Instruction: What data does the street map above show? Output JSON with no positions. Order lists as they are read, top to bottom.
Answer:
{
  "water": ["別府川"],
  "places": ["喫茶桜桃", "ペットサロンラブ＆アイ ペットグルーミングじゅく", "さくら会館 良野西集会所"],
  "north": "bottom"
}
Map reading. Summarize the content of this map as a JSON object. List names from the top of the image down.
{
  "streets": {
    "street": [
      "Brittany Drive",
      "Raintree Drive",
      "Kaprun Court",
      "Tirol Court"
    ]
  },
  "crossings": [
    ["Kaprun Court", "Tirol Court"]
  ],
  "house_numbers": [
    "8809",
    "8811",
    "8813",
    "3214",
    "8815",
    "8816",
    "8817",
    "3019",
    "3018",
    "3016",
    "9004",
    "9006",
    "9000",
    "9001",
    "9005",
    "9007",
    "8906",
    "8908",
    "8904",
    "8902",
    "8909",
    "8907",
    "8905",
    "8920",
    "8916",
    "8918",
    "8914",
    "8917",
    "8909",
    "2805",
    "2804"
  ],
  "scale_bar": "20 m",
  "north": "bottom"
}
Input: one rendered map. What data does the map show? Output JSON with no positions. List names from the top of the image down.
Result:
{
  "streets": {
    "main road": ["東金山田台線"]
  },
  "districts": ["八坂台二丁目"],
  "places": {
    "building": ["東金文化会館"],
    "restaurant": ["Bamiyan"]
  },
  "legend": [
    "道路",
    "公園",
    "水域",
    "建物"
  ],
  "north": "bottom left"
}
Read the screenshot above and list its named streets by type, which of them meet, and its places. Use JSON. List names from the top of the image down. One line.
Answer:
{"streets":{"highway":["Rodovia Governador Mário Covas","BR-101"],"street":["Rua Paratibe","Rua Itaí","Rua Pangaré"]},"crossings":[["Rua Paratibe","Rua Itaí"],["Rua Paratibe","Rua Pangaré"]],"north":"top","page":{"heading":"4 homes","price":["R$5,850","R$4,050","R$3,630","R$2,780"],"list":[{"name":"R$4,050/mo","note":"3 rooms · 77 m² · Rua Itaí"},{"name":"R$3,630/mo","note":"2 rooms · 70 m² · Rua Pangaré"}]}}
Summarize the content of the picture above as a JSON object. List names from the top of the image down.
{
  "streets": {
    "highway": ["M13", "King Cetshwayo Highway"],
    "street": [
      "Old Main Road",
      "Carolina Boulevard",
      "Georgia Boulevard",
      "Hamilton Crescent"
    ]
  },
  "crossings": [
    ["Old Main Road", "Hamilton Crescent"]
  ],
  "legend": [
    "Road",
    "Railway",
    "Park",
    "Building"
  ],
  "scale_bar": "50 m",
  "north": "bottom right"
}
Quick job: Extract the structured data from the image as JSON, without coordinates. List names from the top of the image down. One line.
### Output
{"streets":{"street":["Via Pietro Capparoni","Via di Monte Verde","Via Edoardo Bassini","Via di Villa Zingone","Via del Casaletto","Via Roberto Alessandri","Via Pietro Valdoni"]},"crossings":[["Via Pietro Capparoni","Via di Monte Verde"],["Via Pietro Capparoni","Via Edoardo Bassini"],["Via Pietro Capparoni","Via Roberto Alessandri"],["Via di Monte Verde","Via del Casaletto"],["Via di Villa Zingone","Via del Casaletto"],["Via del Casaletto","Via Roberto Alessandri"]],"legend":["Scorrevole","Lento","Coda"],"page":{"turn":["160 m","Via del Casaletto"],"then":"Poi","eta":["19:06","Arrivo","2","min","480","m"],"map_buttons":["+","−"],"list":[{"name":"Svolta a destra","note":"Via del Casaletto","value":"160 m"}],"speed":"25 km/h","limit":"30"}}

^^^^^^^^

• [EXERCISE BRIEF] Lines containing "does": tally them across the records above and give the total alone.

• [ANSWER SECTION] 2